▶ [Problem to work on] Each line below has to be set down again exactly.

▶ [Data for this exercise]
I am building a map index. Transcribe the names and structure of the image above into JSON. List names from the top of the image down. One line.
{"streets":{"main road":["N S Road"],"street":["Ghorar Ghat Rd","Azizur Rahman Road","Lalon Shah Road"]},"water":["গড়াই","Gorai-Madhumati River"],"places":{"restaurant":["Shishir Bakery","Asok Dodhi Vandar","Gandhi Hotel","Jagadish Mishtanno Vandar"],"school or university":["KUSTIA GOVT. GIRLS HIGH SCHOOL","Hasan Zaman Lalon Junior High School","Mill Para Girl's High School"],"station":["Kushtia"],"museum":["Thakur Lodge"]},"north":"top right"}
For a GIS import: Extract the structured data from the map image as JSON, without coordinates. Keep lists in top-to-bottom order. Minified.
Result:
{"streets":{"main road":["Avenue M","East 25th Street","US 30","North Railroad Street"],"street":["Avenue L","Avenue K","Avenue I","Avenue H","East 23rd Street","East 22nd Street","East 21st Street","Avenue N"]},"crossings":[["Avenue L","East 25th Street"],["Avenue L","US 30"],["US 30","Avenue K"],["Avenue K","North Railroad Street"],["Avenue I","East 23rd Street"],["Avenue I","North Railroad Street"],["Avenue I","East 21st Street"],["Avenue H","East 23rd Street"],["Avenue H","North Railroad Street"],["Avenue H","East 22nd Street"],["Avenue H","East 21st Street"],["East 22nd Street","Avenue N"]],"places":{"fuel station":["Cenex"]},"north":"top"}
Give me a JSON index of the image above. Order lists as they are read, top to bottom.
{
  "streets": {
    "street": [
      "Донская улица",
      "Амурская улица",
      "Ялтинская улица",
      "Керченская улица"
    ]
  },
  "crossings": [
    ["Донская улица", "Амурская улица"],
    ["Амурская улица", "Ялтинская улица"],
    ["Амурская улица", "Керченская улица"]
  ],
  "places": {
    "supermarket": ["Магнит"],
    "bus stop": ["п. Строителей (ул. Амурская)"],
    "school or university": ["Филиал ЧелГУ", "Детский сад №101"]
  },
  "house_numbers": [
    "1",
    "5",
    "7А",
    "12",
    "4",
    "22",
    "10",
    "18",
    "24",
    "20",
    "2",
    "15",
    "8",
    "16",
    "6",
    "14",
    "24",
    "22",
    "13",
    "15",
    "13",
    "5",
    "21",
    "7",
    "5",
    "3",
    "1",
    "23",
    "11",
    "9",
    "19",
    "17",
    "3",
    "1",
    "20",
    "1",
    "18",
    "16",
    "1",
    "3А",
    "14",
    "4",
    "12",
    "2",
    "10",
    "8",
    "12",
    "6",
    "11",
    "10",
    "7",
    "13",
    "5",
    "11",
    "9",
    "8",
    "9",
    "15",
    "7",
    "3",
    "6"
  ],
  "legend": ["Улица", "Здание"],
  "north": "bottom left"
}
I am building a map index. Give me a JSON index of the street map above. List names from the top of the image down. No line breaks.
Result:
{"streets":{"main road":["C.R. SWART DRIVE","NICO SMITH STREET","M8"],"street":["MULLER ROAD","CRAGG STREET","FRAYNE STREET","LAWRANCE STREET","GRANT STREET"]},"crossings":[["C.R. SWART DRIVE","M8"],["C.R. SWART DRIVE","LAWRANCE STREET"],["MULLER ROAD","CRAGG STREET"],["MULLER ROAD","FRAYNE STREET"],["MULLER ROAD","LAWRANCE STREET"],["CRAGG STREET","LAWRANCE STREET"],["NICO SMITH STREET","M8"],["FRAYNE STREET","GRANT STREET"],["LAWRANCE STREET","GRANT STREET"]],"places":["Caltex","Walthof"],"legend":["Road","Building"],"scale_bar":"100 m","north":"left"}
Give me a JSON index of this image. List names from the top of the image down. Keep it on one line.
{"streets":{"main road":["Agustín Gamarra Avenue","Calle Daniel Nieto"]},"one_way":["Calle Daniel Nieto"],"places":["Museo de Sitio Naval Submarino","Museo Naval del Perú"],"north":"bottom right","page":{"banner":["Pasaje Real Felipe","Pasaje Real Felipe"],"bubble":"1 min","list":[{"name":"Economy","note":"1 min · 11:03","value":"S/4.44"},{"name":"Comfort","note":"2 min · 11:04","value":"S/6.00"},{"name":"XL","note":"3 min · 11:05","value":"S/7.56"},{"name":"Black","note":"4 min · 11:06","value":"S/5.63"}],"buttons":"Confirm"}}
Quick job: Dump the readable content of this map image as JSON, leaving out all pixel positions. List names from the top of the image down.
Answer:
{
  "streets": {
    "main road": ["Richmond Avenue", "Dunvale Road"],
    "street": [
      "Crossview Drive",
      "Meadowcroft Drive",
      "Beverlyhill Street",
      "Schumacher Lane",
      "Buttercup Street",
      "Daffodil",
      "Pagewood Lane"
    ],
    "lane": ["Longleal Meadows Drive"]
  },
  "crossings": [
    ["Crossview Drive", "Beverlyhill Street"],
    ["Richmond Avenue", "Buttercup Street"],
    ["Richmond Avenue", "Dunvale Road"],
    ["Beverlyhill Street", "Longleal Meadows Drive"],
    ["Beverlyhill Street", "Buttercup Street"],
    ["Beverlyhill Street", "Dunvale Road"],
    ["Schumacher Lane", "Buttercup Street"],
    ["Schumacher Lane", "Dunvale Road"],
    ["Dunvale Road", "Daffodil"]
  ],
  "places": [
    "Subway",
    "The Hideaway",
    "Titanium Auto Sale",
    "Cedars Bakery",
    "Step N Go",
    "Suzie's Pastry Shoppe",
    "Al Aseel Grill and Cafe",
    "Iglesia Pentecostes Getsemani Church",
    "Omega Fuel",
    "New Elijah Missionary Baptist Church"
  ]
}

▶ [Task answer]
I am building a map index. Transcribe the names and structure of the image above into JSON. List names from the top of the image down. One line.
{"streets":{"main road":["N S Road"],"street":["Ghorar Ghat Rd","Azizur Rahman Road","Lalon Shah Road"]},"water":["গড়াই","Gorai-Madhumati River"],"places":{"restaurant":["Shishir Bakery","Asok Dodhi Vandar","Gandhi Hotel","Jagadish Mishtanno Vandar"],"school or university":["KUSTIA GOVT. GIRLS HIGH SCHOOL","Hasan Zaman Lalon Junior High School","Mill Para Girl's High School"],"station":["Kushtia"],"museum":["Thakur Lodge"]},"north":"top right"}
For a GIS import: Extract the structured data from the map image as JSON, without coordinates. Keep lists in top-to-bottom order. Minified.
Result:
{"streets":{"main road":["Avenue M","East 25th Street","US 30","North Railroad Street"],"street":["Avenue L","Avenue K","Avenue I","Avenue H","East 23rd Street","East 22nd Street","East 21st Street","Avenue N"]},"crossings":[["Avenue L","East 25th Street"],["Avenue L","US 30"],["US 30","Avenue K"],["Avenue K","North Railroad Street"],["Avenue I","East 23rd Street"],["Avenue I","North Railroad Street"],["Avenue I","East 21st Street"],["Avenue H","East 23rd Street"],["Avenue H","North Railroad Street"],["Avenue H","East 22nd Street"],["Avenue H","East 21st Street"],["East 22nd Street","Avenue N"]],"places":{"fuel station":["Cenex"]},"north":"top"}
Give me a JSON index of the image above. Order lists as they are read, top to bottom.
{
  "streets": {
    "street": [
      "Донская улица",
      "Амурская улица",
      "Ялтинская улица",
      "Керченская улица"
    ]
  },
  "crossings": [
    ["Донская улица", "Амурская улица"],
    ["Амурская улица", "Ялтинская улица"],
    ["Амурская улица", "Керченская улица"]
  ],
  "places": {
    "supermarket": ["Магнит"],
    "bus stop": ["п. Строителей (ул. Амурская)"],
    "school or university": ["Филиал ЧелГУ", "Детский сад №101"]
  },
  "house_numbers": [
    "1",
    "5",
    "7А",
    "12",
    "4",
    "22",
    "10",
    "18",
    "24",
    "20",
    "2",
    "15",
    "8",
    "16",
    "6",
    "14",
    "24",
    "22",
    "13",
    "15",
    "13",
    "5",
    "21",
    "7",
    "5",
    "3",
    "1",
    "23",
    "11",
    "9",
    "19",
    "17",
    "3",
    "1",
    "20",
    "1",
    "18",
    "16",
    "1",
    "3А",
    "14",
    "4",
    "12",
    "2",
    "10",
    "8",
    "12",
    "6",
    "11",
    "10",
    "7",
    "13",
    "5",
    "11",
    "9",
    "8",
    "9",
    "15",
    "7",
    "3",
    "6"
  ],
  "legend": ["Улица", "Здание"],
  "north": "bottom left"
}
I am building a map index. Give me a JSON index of the street map above. List names from the top of the image down. No line breaks.
Result:
{"streets":{"main road":["C.R. SWART DRIVE","NICO SMITH STREET","M8"],"street":["MULLER ROAD","CRAGG STREET","FRAYNE STREET","LAWRANCE STREET","GRANT STREET"]},"crossings":[["C.R. SWART DRIVE","M8"],["C.R. SWART DRIVE","LAWRANCE STREET"],["MULLER ROAD","CRAGG STREET"],["MULLER ROAD","FRAYNE STREET"],["MULLER ROAD","LAWRANCE STREET"],["CRAGG STREET","LAWRANCE STREET"],["NICO SMITH STREET","M8"],["FRAYNE STREET","GRANT STREET"],["LAWRANCE STREET","GRANT STREET"]],"places":["Caltex","Walthof"],"legend":["Road","Building"],"scale_bar":"100 m","north":"left"}
Give me a JSON index of this image. List names from the top of the image down. Keep it on one line.
{"streets":{"main road":["Agustín Gamarra Avenue","Calle Daniel Nieto"]},"one_way":["Calle Daniel Nieto"],"places":["Museo de Sitio Naval Submarino","Museo Naval del Perú"],"north":"bottom right","page":{"banner":["Pasaje Real Felipe","Pasaje Real Felipe"],"bubble":"1 min","list":[{"name":"Economy","note":"1 min · 11:03","value":"S/4.44"},{"name":"Comfort","note":"2 min · 11:04","value":"S/6.00"},{"name":"XL","note":"3 min · 11:05","value":"S/7.56"},{"name":"Black","note":"4 min · 11:06","value":"S/5.63"}],"buttons":"Confirm"}}
Quick job: Dump the readable content of this map image as JSON, leaving out all pixel positions. List names from the top of the image down.
Answer:
{
  "streets": {
    "main road": ["Richmond Avenue", "Dunvale Road"],
    "street": [
      "Crossview Drive",
      "Meadowcroft Drive",
      "Beverlyhill Street",
      "Schumacher Lane",
      "Buttercup Street",
      "Daffodil",
      "Pagewood Lane"
    ],
    "lane": ["Longleal Meadows Drive"]
  },
  "crossings": [
    ["Crossview Drive", "Beverlyhill Street"],
    ["Richmond Avenue", "Buttercup Street"],
    ["Richmond Avenue", "Dunvale Road"],
    ["Beverlyhill Street", "Longleal Meadows Drive"],
    ["Beverlyhill Street", "Buttercup Street"],
    ["Beverlyhill Street", "Dunvale Road"],
    ["Schumacher Lane", "Buttercup Street"],
    ["Schumacher Lane", "Dunvale Road"],
    ["Dunvale Road", "Daffodil"]
  ],
  "places": [
    "Subway",
    "The Hideaway",
    "Titanium Auto Sale",
    "Cedars Bakery",
    "Step N Go",
    "Suzie's Pastry Shoppe",
    "Al Aseel Grill and Cafe",
    "Iglesia Pentecostes Getsemani Church",
    "Omega Fuel",
    "New Elijah Missionary Baptist Church"
  ]
}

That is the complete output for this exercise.